We take escalators everyday. They're god-sent; automatic stairs which bring you up heights of 10metres upwards. You don't have to break a sweat because this machine is literally lifting your lazy ass! Of course, the magic of escalators is that you can use it as stairs at the same time, shortening your journey even further.
Escalators are everywhere. Let's take my journey to camp for example, and count how many escalators I have to ride.
At Tanah Merah Station, I take one down to the underground, and then another to the control station and finally another to the platform. That's THREE.
I would ride said train all the way to Paya Lebar. At Paya Lebar interchange, I take THREE escalators just to get to the Circle Line Platform. This brings our total to SIX.
I would take the Circle Line to Bishan, and from Bishan, I would take the Red Line to Ang Mo Kio, but before that, I've to make my way on foot to the Red Line platform. To get there, I take TWO escalators, bringing our total to EIGHT.
I finally alight at Ang Mo Kio Station. To get to the control station, I take an escalator down, then I take another to get to the underpass, and then another up to the bus interchange where I would take 169.
What's our grand total? If you've been keeping count, it's freaking ELEVEN. And if I have to go back and forth camp that day, it'll be TWENTY-TWO ESCALATORS.
Most of the time, the ride up the escalator is a pleasant journey. If you're lucky, there'll be a girl wearing a short skirt riding slightly above you! If you're lucky there'll be girls on the other side who are gorgeous. If you're unlucky, you'd be rushing up/down the escalator, and some dumbass would be blocking your way.

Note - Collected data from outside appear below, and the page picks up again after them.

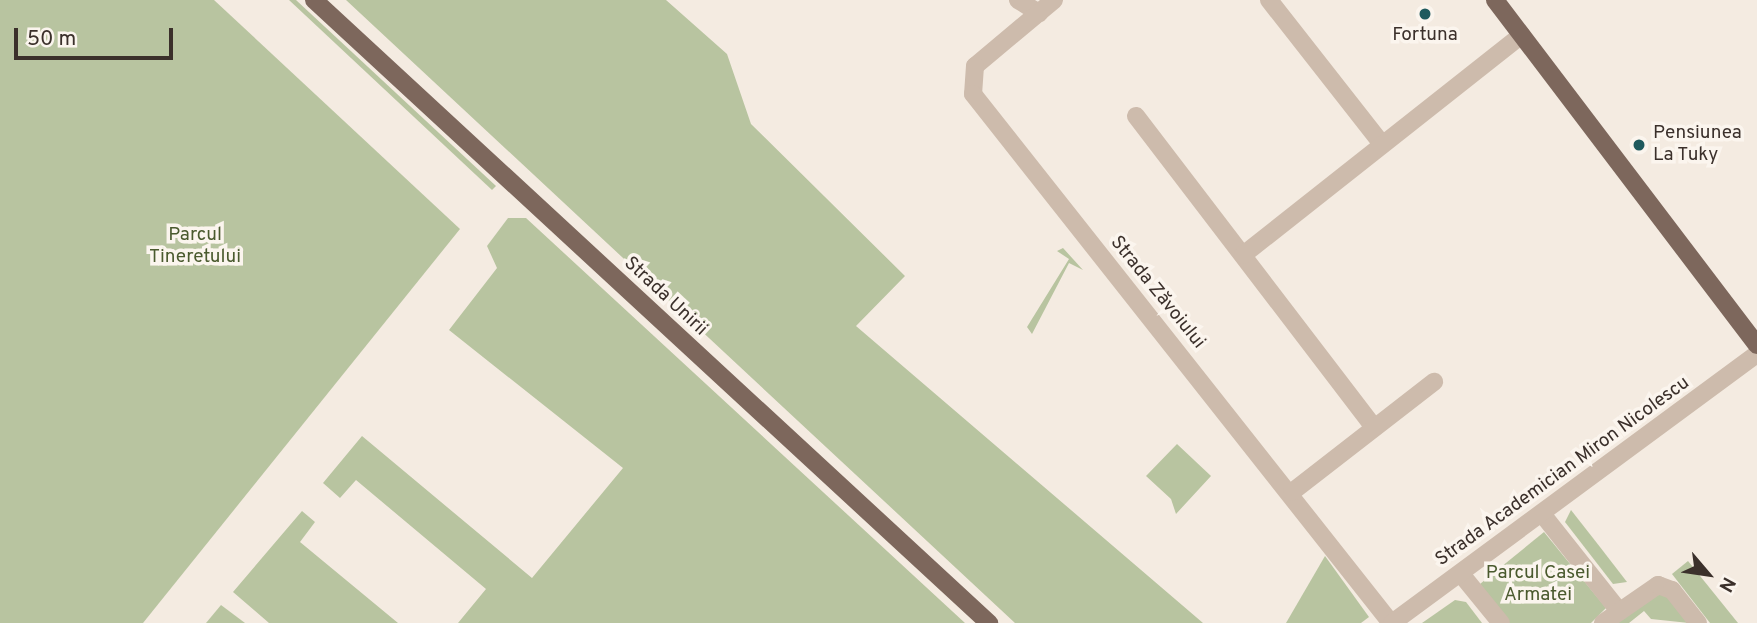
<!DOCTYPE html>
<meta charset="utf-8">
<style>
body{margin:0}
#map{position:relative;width:1757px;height:623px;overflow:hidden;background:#f4ebe1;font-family:Overpass,sans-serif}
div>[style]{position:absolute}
.green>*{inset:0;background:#b8c4a0}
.minor>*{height:18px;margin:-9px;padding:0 9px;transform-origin:9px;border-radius:9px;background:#cdbbac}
.major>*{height:18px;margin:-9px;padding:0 9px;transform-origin:9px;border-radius:9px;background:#7d675c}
.dots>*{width:19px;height:19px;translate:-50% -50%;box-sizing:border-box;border:4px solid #fbf5ee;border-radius:50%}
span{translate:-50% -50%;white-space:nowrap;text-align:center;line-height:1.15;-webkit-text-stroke:7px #fbf5ee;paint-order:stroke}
.poi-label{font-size:19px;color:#3b302b}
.left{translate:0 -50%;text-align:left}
.park-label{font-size:19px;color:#4a5a2e}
.street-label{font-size:19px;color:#3b302b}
.north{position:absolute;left:1673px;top:539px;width:70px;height:70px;-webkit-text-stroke:5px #fbf5ee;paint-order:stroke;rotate:119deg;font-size:19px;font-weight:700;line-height:28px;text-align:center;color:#3b302b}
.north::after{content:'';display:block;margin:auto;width:24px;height:32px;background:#3b302b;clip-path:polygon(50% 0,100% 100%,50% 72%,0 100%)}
.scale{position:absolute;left:14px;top:28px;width:159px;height:32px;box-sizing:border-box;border:4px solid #3b302b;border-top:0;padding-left:9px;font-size:21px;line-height:24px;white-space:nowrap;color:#3b302b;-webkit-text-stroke:5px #fbf5ee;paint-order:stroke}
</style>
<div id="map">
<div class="green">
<div style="clip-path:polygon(0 0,214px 0,460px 229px,143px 623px,0 623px)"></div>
<div style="clip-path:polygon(289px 0,296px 0,496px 186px,492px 190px)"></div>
<div style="clip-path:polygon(346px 0,666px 0,727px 54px,751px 124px,905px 276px,856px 326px,1203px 623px,1015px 623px)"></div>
<div style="clip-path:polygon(508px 218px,526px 218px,965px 623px,458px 623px,486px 589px,356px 480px,340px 498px,323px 483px,362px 436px,532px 578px,623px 468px,449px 330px,497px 268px,487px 246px)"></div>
<div style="clip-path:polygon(1063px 248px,1083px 270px,1069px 263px,1032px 334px,1027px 327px,1069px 259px,1057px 251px)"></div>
<div style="clip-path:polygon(1177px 444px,1211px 476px,1176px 514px,1171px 499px,1146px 476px)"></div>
<div style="clip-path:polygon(1571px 510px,1600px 547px,1627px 582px,1613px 584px,1565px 522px)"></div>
<div style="clip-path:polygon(302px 511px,315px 522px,300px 542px,398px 623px,269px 623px,233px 592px)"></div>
<div style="clip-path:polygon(1544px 532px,1606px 608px,1591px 623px,1509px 623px,1480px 584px)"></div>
<div style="clip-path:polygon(1325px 556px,1369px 617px,1361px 623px,1286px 623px)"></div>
<div style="clip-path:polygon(1688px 561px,1738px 623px,1710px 623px,1672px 574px)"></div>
<div style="clip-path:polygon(1652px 592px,1667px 596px,1689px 623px,1651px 619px,1644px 611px,1629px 623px,1611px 623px)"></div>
<div style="clip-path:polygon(1455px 600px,1466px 602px,1482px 623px,1422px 623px)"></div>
<div style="clip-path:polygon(221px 605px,245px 623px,206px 623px)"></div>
</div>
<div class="minor">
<div style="left:1018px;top:0;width:25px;rotate:32deg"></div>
<div style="left:1054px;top:0;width:103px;rotate:140.1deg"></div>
<div style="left:975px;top:66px;width:28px;rotate:94deg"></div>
<div style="left:973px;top:94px;width:674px;rotate:51.69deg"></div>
<div style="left:1269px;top:0;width:183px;rotate:51.9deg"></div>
<div style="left:1136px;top:116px;width:392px;rotate:52.6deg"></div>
<div style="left:1243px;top:255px;width:355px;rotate:-38.3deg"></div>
<div style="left:1292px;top:492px;width:180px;rotate:-37.8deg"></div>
<div style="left:1543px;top:515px;width:122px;rotate:51.6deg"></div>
<div style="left:1461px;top:574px;width:63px;rotate:50.8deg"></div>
<div style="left:1392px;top:623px;width:453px;rotate:-36.4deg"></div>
<div style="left:1603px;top:623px;width:67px;rotate:-34.6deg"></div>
<div style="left:1658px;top:585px;width:15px;rotate:20deg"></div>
<div style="left:1672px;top:590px;width:42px;rotate:51.8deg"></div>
</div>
<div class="major">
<div style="left:314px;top:0;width:919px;rotate:42.71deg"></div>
<div style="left:1495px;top:0;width:433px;rotate:52.8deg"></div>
</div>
<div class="dots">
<div style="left:1425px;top:14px;background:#1f5a5e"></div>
<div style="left:1639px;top:145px;background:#1f5a5e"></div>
</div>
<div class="poi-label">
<span style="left:1425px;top:36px">Fortuna</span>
<span class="left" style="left:1653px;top:145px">Pensiunea<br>La Tuky</span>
</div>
<div class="park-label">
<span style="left:195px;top:247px">Parcul<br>Tineretului</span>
<span style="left:1538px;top:585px">Parcul Casei<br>Armatei</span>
</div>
<div class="street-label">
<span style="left:1157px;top:293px;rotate:51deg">Strada Zăvoiului</span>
<span style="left:665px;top:297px;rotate:43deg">Strada Unirii</span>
<span style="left:1563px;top:472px;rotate:-36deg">Strada Academician Miron Nicolescu</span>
</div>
<div class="north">N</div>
<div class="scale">50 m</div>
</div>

I hate to cite anything from stomp, but here's a picture to illustrate my point better:
It's damn irritating! When the train is right there, but some gay is blocking your way....oh, it makes my blood boil. Most of the time, I'd just say excuse me, but what if the person blocking the way is several steps in front? Nothing you can do but suck thumb.
Here's what they should do: Install tasers on the right side of the escalator. If you stand there for too long, electric shocks would be sent through the handle, or the platform, and you'll know you're doing something bad. Deceptively simple, yet shockingly effective.
Or they can color the handrails a different colour. It'll be a visual stimulant. It can be red, and they'll think danger, and they won't stay there for an extended period of time.
Simple right? Riding up/down those 22 escalators would be orgasmic if I was the President.